I was never in a culinary school, so it took me a lot of courage and resilience to catch up on the fundamentals about baking. After I graduated from the National University of Singapore (NUS) with a degree in Geography and European Studies, I went straight to Raffles Hotel for a job in the kitchen, before moving to Paris.

Lasserre is a Parisian institution; so needless to say, there is some sort of hierarchy, pressure and discipline there. I loved the staff meals at the restaurant, mastering a new language, meeting new people, taking the late night bus home after work, visiting the markets and being introduced to kitchen life in a culinary institution that has been around since after the second world war. However, I came back to Singapore after my stints around the world because my family is here and I missed home.
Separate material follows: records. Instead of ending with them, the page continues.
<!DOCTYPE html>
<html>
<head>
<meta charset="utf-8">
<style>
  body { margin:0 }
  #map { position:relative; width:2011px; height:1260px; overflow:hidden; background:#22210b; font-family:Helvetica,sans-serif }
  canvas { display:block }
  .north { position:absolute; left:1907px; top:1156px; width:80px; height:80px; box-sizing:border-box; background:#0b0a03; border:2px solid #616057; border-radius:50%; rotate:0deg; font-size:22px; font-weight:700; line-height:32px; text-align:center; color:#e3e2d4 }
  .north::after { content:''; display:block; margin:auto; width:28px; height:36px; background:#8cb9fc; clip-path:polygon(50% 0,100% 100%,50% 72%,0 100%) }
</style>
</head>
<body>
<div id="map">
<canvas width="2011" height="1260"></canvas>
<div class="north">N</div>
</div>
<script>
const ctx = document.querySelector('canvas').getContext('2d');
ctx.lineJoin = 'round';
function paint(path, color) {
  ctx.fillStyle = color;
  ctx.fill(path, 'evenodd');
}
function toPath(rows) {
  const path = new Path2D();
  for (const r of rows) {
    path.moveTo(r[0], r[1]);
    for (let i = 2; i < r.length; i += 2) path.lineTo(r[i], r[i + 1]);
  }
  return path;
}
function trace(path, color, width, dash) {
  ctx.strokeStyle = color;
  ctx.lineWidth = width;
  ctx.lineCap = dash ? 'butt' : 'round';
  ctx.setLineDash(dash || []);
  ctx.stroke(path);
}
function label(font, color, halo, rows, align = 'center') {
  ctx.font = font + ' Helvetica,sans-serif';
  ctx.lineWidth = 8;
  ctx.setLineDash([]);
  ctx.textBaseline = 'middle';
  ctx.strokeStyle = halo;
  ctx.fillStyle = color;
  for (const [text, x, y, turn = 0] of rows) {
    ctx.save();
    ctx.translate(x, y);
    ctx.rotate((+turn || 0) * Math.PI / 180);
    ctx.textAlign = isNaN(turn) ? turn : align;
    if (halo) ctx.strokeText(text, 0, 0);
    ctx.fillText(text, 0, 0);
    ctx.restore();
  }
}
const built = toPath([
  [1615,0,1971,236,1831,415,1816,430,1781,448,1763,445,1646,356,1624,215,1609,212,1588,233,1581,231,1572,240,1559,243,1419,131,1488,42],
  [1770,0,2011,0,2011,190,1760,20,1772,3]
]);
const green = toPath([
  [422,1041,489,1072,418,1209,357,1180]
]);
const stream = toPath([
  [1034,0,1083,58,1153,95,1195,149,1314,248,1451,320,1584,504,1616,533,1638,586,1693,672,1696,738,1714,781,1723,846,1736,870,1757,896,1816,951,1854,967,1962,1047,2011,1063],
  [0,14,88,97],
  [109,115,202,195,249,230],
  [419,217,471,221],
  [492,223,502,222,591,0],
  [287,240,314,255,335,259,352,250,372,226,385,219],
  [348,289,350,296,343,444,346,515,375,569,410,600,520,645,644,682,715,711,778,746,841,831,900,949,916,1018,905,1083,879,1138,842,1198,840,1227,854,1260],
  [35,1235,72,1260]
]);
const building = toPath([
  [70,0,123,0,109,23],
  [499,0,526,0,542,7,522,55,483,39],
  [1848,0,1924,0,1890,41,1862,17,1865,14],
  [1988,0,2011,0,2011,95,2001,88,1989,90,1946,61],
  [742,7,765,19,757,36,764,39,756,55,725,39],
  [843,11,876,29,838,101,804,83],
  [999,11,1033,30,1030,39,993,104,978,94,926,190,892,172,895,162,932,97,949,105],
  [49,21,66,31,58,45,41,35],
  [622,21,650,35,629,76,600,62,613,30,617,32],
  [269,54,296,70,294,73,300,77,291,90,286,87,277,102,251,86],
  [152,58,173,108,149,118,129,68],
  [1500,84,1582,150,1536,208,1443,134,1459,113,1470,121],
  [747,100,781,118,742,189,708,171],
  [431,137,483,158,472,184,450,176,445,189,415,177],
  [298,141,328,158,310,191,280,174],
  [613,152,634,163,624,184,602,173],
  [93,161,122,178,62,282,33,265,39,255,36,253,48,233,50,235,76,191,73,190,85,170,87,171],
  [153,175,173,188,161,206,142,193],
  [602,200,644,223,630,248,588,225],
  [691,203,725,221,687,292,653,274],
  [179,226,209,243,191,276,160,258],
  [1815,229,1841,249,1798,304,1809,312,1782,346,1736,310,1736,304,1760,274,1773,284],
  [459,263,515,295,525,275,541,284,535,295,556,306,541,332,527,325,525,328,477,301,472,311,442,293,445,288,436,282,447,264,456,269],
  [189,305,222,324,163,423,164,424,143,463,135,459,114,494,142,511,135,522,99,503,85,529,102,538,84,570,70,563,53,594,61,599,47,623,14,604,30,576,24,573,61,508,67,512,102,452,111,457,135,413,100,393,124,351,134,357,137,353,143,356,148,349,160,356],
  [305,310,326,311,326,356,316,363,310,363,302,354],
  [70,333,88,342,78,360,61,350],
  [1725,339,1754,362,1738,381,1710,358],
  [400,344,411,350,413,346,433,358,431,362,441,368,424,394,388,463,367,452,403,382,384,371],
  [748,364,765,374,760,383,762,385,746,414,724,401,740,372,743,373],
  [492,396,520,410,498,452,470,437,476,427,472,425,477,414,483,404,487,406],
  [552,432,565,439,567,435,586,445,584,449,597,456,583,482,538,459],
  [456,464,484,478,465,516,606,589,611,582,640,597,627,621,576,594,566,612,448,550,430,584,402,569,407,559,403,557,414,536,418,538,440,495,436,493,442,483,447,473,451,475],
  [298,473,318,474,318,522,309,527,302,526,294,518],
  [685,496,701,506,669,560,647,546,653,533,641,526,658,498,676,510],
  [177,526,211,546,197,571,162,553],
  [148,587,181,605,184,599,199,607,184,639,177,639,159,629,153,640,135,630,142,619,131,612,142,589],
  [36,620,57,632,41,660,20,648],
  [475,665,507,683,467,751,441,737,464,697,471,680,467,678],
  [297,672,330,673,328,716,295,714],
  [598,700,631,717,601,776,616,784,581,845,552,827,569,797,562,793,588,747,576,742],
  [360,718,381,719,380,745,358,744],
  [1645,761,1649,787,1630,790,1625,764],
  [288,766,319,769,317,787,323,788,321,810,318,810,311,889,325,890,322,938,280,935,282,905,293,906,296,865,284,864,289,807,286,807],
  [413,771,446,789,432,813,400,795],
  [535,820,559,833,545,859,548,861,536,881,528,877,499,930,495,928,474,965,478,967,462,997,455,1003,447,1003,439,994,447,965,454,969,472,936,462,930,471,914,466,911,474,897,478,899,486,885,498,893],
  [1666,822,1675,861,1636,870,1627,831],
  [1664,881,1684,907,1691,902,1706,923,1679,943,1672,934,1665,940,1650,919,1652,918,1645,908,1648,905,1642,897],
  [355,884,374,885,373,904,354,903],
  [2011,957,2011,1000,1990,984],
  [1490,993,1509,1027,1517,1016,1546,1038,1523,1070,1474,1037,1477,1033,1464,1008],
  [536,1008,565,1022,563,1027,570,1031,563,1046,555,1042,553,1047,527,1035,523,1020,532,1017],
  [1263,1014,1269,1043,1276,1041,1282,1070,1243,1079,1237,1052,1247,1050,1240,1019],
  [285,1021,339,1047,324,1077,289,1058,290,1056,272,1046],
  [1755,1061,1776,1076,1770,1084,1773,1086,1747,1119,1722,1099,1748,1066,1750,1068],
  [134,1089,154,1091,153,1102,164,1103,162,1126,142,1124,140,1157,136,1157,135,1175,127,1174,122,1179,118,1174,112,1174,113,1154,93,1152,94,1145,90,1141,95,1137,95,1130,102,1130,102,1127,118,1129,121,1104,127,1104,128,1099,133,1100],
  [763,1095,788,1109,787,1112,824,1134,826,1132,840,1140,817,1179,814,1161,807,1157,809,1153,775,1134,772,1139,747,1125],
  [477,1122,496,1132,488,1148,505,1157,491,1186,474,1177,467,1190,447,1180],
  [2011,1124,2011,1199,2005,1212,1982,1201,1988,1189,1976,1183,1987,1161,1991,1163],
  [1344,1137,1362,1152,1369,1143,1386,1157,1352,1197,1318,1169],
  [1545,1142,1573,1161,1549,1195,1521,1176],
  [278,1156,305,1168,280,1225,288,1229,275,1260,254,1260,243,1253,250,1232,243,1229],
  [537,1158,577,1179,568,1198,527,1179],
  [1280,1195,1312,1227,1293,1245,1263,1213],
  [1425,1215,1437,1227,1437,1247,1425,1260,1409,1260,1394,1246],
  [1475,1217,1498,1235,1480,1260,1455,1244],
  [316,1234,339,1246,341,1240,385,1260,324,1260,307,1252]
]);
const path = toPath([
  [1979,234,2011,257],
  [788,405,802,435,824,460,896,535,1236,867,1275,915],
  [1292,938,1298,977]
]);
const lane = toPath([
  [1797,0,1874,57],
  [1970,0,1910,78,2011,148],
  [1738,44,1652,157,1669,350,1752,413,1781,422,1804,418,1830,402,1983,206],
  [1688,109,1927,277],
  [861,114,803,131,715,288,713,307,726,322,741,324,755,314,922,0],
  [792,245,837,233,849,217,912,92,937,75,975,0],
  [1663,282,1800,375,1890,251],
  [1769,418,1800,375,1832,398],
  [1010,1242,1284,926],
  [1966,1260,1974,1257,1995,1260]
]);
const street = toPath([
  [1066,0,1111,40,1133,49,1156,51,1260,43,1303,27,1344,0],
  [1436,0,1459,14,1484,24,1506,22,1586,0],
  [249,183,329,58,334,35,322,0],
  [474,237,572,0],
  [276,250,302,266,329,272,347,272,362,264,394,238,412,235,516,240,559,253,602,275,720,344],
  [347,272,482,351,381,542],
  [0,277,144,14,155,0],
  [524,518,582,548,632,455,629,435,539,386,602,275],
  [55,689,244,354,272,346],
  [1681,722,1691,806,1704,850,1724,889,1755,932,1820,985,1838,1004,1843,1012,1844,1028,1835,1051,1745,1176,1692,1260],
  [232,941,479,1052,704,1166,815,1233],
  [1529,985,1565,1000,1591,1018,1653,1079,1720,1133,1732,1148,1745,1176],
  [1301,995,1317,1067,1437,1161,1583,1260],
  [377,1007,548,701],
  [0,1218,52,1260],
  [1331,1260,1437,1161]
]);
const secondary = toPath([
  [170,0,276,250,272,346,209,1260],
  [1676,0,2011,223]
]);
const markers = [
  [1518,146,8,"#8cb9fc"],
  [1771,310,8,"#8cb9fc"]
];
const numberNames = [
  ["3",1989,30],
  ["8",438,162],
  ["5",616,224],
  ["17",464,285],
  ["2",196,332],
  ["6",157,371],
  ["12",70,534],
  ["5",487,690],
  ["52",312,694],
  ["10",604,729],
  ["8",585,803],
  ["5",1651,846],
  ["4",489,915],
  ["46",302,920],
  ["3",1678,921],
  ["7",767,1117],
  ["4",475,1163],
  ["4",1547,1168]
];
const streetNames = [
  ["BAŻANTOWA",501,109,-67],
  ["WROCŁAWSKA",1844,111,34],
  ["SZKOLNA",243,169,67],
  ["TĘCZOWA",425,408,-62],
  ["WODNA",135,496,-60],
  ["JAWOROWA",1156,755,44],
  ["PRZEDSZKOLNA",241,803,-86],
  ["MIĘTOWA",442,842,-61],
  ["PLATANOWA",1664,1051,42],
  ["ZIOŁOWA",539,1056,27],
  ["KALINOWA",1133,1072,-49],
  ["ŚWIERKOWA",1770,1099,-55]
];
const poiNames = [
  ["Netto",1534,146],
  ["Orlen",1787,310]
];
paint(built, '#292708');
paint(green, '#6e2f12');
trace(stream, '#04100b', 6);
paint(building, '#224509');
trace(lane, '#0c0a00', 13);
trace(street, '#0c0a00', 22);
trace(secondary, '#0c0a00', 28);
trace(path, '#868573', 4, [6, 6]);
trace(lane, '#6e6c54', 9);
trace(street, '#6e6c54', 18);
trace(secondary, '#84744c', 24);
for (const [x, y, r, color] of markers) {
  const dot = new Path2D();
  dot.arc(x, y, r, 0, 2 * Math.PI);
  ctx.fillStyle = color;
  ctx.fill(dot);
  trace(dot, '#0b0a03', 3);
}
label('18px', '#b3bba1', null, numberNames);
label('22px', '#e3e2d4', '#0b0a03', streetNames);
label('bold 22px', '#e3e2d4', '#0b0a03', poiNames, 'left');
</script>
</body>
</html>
We are a city where we can eat well any time of the day, at every price point. I think we have every capacity and potential to grow and advance our culinary scene and continue to support, preserve and continue our local dining culture and food.

I hope to continue to eat well and give full support to our local hawkers and markets, and also see more young, motivated and passionate people learn to cook and work in the kitchen. However, it is a challenging trade to be in and not many locals might be able to endure the long hours.

What we can do is to hone talents from a younger age to open their eyes about how diverse this art can be. Every two years, the Les Amis Group organizes an inter-institution Culinary Challenge where each school will send their best representatives to compete. The competition format is tailored to the real-world scenario and judged by renowned chefs and professionals, and the winner will get an all-paid trip to Europe to dine at Michelin star restaurants. 

I’m also glad Singapore is getting more recognition worldwide, including this year’s Michelin guide which I believe will spur the culinary scene to work even harder on a global scale and also attract more passionate individuals.

Food history and stories inspire me. I generally like to read food encyclopedias such as Larousse Gastronomique. Every time I create something, I think about where, for example, the fruit is from, or what stories center around that fruit, among other things.